でも、何ていうか全体的に甘いんだよなぁ……。まず、舞台は大学のゼミという事で、研究室内でのディスカッションが中心になっているのですけど、登場人物が第一線で研究しているという感じがまるで無く、本物さん(瀬名秀明とか森博嗣あたりね)が書いたものに遠く及ばないという印象を受けました。こういう世界に縁の無い人だったらあまり気にすることではないのでしょうが……。
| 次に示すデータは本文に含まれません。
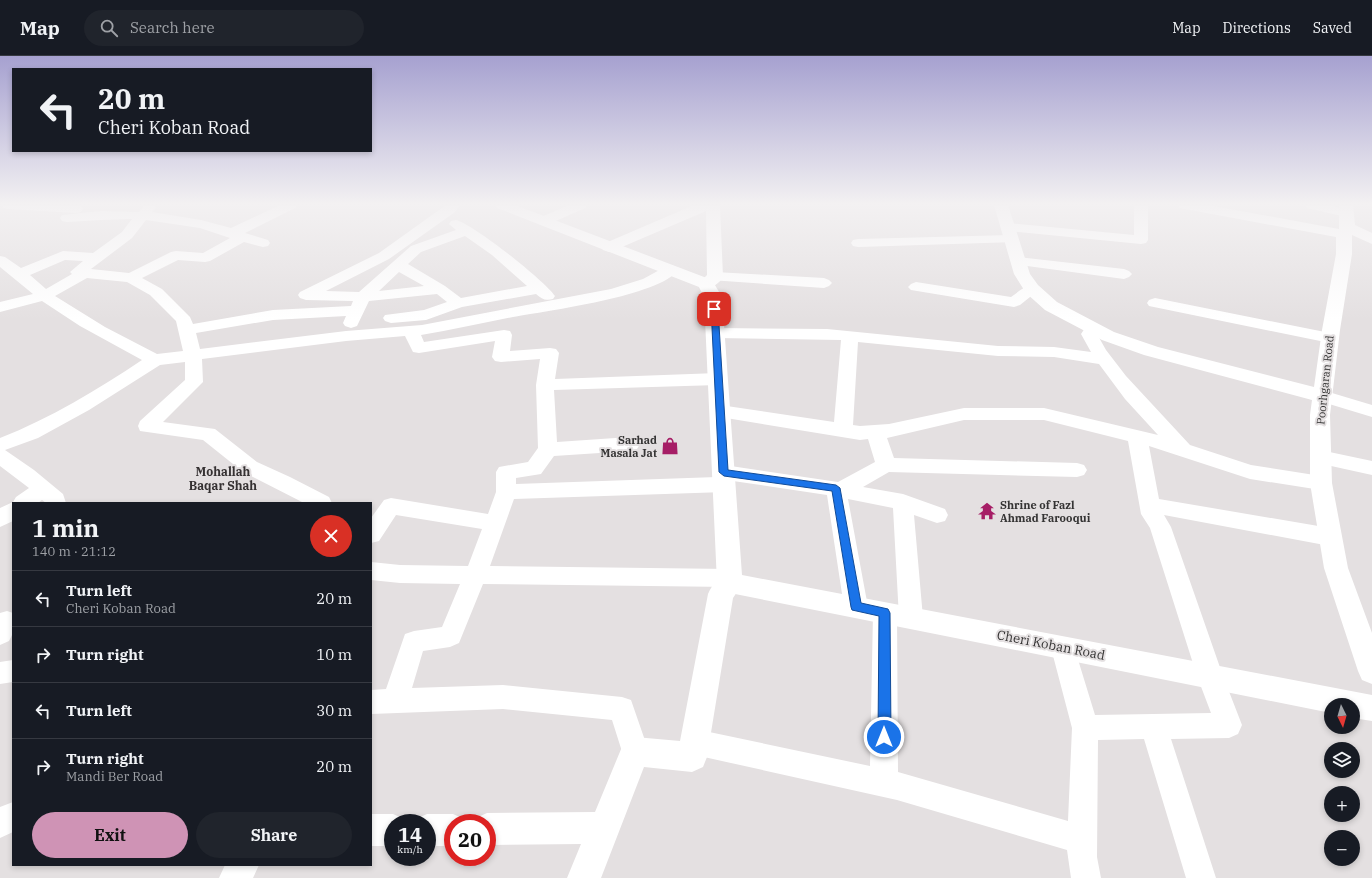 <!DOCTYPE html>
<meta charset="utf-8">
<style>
body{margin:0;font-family:"IBM Plex Serif",serif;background:#20242c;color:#f1f3f6;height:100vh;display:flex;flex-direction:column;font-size:15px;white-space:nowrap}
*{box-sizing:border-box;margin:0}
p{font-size:13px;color:#9ea1a6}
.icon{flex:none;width:22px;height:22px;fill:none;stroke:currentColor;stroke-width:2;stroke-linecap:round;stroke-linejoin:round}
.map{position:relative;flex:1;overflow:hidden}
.sheet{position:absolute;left:12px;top:446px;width:360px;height:364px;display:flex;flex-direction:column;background:#171b24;border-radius:0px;box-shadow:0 2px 6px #0003}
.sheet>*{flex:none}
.guide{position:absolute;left:12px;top:12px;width:360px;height:84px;border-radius:0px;box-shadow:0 2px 6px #0003;background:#171b24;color:#f1f3f6;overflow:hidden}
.needle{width:26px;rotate:175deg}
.fabs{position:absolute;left:1324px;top:642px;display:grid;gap:8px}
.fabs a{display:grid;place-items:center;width:36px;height:36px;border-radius:50%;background:#171b24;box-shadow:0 2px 6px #0003;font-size:20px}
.speed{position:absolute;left:384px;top:758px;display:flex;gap:8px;font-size:20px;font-weight:700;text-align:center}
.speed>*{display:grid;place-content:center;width:52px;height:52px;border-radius:50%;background:#171b24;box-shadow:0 2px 6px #0003;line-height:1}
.speed small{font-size:10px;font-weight:400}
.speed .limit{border:6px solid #d22;background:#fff;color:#111}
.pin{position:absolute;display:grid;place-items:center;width:34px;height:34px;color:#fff;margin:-17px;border-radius:8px;box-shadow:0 2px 6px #0006}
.me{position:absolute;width:44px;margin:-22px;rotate:0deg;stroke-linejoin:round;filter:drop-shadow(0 0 3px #0008)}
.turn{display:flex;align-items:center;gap:14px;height:84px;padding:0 20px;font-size:18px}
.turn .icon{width:52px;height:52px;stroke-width:2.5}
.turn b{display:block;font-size:28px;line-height:34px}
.round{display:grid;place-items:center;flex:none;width:42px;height:42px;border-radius:21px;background:#20242c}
.head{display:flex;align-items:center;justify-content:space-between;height:68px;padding:0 20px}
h1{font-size:24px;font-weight:700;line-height:30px}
.button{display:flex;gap:8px;margin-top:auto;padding:8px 20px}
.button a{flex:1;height:46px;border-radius:24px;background:#cf93b5;color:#111;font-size:16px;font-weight:700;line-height:46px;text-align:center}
.button a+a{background:#20242c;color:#f1f3f6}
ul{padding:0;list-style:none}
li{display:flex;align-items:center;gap:12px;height:56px;padding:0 20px;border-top:1px solid #363941}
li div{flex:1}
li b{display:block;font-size:15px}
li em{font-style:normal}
header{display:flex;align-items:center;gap:24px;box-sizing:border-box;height:56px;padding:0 20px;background:#171b24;border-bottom:1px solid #363941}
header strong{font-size:19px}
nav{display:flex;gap:22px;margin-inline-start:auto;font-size:14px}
.search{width:280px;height:36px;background:#20242c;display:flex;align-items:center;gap:10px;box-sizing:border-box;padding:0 14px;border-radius:22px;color:#9ea1a6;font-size:15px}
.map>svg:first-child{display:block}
</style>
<header>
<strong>Map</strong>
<div class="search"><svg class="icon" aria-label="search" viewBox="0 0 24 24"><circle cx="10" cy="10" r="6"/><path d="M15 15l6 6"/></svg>Search here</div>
<nav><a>Map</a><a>Directions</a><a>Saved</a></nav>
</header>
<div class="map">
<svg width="1372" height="822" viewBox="0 0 1372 822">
<rect width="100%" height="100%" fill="#e4e0e1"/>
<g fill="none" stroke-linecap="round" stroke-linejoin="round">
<g fill="#fff" fill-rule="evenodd">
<path d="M2 149H73L81 150 83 153 81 156 76 157 9 153 4 152Z"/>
<path d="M144 149H154L156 152 152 156 201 164 231 172 280 149H297L295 152 245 177 268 184 270 187 268 190 263 191 244 186 210 205 205 206 178 204 142 222 162 233 190 261 193 268 273 254 351 250 353 245 306 244 300 242 298 239 300 236 379 197 446 149H460L455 156 389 203 326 235 359 236 411 190 456 174 449 168 451 165 456 164C473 168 544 224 555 240L553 243C545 245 542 243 536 238L462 251 426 264 391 267 385 265 383 262 385 259 424 254 447 246 437 238 369 245 357 270 351 272 345 270 343 267 346 260 273 264 196 277 200 293 346 275 422 269 611 233 643 223 665 211 670 209 675 211 678 214C660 240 546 255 513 261 483 267 452 274 421 279L424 286 504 274 510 275 512 279 510 295 550 292 556 293 559 297 555 323 718 317 724 319 727 323 724 327 718 329 554 334 557 386 630 381 637 383 640 388 637 393 630 395 554 400 541 418 516 422V428L717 421 714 416 717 411 724 409 838 426 875 406 868 383 860 384 720 361 713 359 711 355 713 351 720 349 834 366 841 284 716 282 710 281 708 277 710 273 716 272 827 273 998 290 1054 291 1091 296 1081 278 1087 269 1093 267 1099 269 1101 272 1097 278 1106 294 1126 320 1190 389 1251 409 1321 420 1328 422 1331 427 1328 432 1321 434 1250 423 1149 390 1159 443 1330 472 1338 475 1341 481 1338 487 1330 490 1164 459 1171 471 1223 620 1242 669 1238 678 1229 682 1171 683 1216 822H1186L1144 683 1098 684 1097 801 1101 822H1071L1067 794 897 744 695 699 685 695 682 686 685 677 695 673 870 710 873 557 877 550 885 547 893 550 897 557 898 716 1068 765 1072 672 1051 592 1054 584 1063 581 1072 584 1095 659 1211 657 1197 620 1150 472 1141 458 1128 385 1044 364H964L887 382 894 402 1077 407 1084 409 1087 414 1084 419 1077 421 889 416 863 431 903 438 945 453 948 459 945 465 937 467 914 459 923 562 919 569 911 572 903 569 899 562 893 452 848 443 868 551 864 558 856 561 848 558 844 551 827 439 733 425 735 428 732 433 725 436 514 443 490 510 730 513 738 515 741 522 738 529 730 531 483 528 459 587 450 591 423 595 412 632 503 629 622 641 631 644 649 696 645 705 635 709 625 705 612 664 503 653 371 658V634L386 633 405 578 414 575 442 571 460 528 400 527 371 524V506L400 509 468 510 482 473 396 459 379 485 371 487V462L384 444 391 442 488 458 496 436V416L499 411 528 406 538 392 536 329 540 303 501 306 495 305 492 301 495 285 419 297 413 296 405 280 346 285 202 303 203 326 163 366 215 373 257 406 290 421 329 441 332 447H304L243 416 203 384 140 375 138 370 140 365 185 324V306L160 309 89 354 38 382 5 394 34 414 63 438 66 447H46L42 444 38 447H13V465L0 471V452L13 446 16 441 29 432 0 410V382C51 362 97 334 142 304L80 270 42 245 0 256V246L33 238 0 211V200L5 201 21 212 63 195 93 197 122 176 132 163 101 164 67 166 62 165 60 162 62 159 101 155 139 156ZM146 164 200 172 230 182 203 197 176 195 171 196 129 217 91 213 132 182ZM465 180 492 199 527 230 461 242 445 230 408 208 421 196ZM65 204 83 205 70 216 72 218 46 233 30 219ZM399 216 424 230 379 235ZM87 222 127 226 150 239 176 265 183 295 157 298 105 271 55 240ZM858 286 998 300 1054 301 1099 308 1125 343 1158 379 1044 352H964L889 368 860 370 853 369Z"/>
<path d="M569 149H587L585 152 549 168 544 169 539 168 537 165 539 162Z"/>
<path d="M1134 149H1148V184L1146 187 1141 188 1008 175 1003 174 1001 171 1003 168 1008 167 1134 179Z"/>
<path d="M1305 149H1328L1351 154 1353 157 1351 160 1346 161 1307 152Z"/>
<path d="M1011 179 1016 180 1018 183 1016 186 858 191 853 190 851 187 853 184 858 183Z"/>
<path d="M1018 201 1124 213 1129 215 1132 218 1129 221 1124 223 1013 208 1011 205 1013 202Z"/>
<path d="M715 216 824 222 829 224 832 227 829 230 824 232 710 224 707 221 710 218Z"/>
<path d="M916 226 1011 241C1020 235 1027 227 1037 230L1040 233 1020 249 1014 251 911 234 908 231 911 228Z"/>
<path d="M1155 242 1330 277 1336 278 1338 282 1336 286 1330 287 1149 250 1147 247 1149 244Z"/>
<path d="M1322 334 1372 349V361L1316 344 1313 340 1316 336Z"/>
<path d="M1320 394 1372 405V419L1313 406 1310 401 1313 396Z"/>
<path d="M7 555 13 557V577L9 585 0 589V557Z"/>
<path d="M13 604V626L0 628V606Z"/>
<path d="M13 746V776L0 782V751Z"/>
</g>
<g fill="#fff" fill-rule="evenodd">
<path d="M694 149H720L723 221C718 229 710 234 700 232L698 228 707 219 706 155 615 194 609 196 603 194 601 191 603 188Z"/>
<path d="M994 149H1008L1030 218 1038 229 1057 246 1114 276 1158 291 1314 331 1322 274 1336 198V181L1185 153 1180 152 1178 149H1208L1339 173V149H1353L1355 169 1372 177V188L1352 179V198L1340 274 1330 359 1332 427 1348 512 1372 577V628L1362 624 1358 615 1324 512 1310 427V359L1312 344 1144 299 1102 284 1045 254 1026 237 1014 218Z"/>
<path d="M730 517 739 520 743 527 733 542 707 701 703 711 692 716 644 711 601 822H567L581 788 487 789V767H473L476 762 487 757 595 756 624 686 635 681 680 685 708 538C713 527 719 520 730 517Z"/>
<path d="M371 758H393L404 763 406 767H393V790H371Z"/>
<path d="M427 758H453L464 763 466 767H453V790H427V767H414L416 763Z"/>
<path d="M225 809H259L253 822H219Z"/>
</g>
<path fill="#fff" fill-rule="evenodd" d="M495 149H515L712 224 722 241 742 519 1372 639V665L1353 662V649H1331V657L730 537 721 534 717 527 704 241 699 231 497 152Z"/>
</g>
<linearGradient id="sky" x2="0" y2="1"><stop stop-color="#a6a1d0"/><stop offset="0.56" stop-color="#f3f1f2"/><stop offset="1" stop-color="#f3f1f2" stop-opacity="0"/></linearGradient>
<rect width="1372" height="264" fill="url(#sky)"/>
<path fill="#1a73e8" stroke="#114b97" d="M711 251H717L718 253 728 414 836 429 840 432 861 547 888 553 890 557 891 681 889 685 884 687 880 685 878 681 879 560 852 554 851 551 832 435 724 420 719 416Z"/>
<defs>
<g id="shop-bare" transform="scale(1.38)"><path d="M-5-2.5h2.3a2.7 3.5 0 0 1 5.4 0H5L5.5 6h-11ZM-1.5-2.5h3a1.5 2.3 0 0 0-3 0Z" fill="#a61e66" stroke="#e4e0e1" stroke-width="2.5" paint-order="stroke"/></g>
<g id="temple-bare" transform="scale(1.38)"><path d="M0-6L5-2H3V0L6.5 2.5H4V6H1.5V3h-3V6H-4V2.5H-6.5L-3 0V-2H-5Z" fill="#a61e66" stroke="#e4e0e1" stroke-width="2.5" paint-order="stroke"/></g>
</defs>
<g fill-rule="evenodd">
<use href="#shop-bare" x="670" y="390"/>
<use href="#temple-bare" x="987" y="455"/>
</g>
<g text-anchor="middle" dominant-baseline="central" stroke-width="4" stroke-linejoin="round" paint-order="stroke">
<g font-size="11" fill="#353434" stroke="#e4e0e1">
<text transform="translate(1325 324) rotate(-84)">Poorhgaran Road</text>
</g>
<g font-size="11" font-weight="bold" fill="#353434" stroke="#e4e0e1" text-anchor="end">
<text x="657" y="384">Sarhad<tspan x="657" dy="13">Masala Jat</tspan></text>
<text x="1000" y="449" text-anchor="start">Shrine of Fazl<tspan x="1000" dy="13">Ahmad Farooqui</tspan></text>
</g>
<g font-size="12" font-weight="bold" fill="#353132" stroke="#e4e0e1">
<text x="223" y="415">Mohallah<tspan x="223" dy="14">Baqar Shah</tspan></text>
</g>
<g font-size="13" fill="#353434" stroke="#e4e0e1">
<text transform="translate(1051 589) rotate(11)">Cheri Koban Road</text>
</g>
</g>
</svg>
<div class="fabs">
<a><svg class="needle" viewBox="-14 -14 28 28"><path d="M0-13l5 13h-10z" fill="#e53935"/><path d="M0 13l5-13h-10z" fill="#9ea1a6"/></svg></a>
<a><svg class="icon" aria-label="layers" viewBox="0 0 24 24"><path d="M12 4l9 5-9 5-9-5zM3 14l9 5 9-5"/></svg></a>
<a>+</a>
<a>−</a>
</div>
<div class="speed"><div>14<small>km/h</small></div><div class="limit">20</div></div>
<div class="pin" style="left:714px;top:253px;background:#d93025"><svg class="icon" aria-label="arrive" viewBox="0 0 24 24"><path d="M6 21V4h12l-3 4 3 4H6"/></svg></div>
<svg class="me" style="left:884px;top:681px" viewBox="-20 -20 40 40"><circle r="17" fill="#1a73e8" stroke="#fff" stroke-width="3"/><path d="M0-11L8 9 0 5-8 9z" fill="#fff"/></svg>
<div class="guide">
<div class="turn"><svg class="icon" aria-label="left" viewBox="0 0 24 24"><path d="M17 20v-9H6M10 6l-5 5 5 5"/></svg><div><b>20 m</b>Cheri Koban Road</div></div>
</div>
<section class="sheet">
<div class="head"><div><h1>1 min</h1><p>140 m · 21:12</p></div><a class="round" style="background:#d93025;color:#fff"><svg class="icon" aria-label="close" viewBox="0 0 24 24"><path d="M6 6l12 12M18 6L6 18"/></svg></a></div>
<ul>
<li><svg class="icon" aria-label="left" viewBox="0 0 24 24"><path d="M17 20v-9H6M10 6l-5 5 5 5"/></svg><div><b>Turn left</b><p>Cheri Koban Road</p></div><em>20 m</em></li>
<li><svg class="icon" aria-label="right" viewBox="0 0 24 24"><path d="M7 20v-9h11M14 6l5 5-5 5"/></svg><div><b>Turn right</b></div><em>10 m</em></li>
<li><svg class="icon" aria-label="left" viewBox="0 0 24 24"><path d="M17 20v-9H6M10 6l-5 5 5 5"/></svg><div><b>Turn left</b></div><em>30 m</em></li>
<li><svg class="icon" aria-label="right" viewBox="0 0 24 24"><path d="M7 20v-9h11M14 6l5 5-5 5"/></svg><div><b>Turn right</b><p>Mandi Ber Road</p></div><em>20 m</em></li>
</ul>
<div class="button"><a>Exit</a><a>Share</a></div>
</section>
</div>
そして理論部分が薄いです。本当に可能かとかいうのはまるで無視して良いとは思うのですよ。ただ、もっと「それっぽく」ディテールを詰めてほしかった。ちゃんと語られるのは俺みたいな物理のど素人(宇宙に対する研究なんか金の無駄だと思うような人です。タルコフスキーじゃないですけれど)でも知っているレベルで、一歩踏み出すと冒頭の引用文みたいに「分かっているけれど今は言えない」とかで逃げる。その辺りは、主人公綿貫の日記という体裁もうまく利用していると言える(綿貫は物理に関して何も分かっていないという設定)のですが、だったら全体の構成をもっと不連続的に汚くすべきだった。

関連本→
京極夏彦『ルー・ガルー―忌避すべき狼』:何で天才少女というと必ずハッカーなんだろう?
M・クライトン『ロスト・ワールド』:素人にも説得力を持たせるにはこれくらいディテールの書き込みが無いと。ちなみに映画より原作はずっと重い。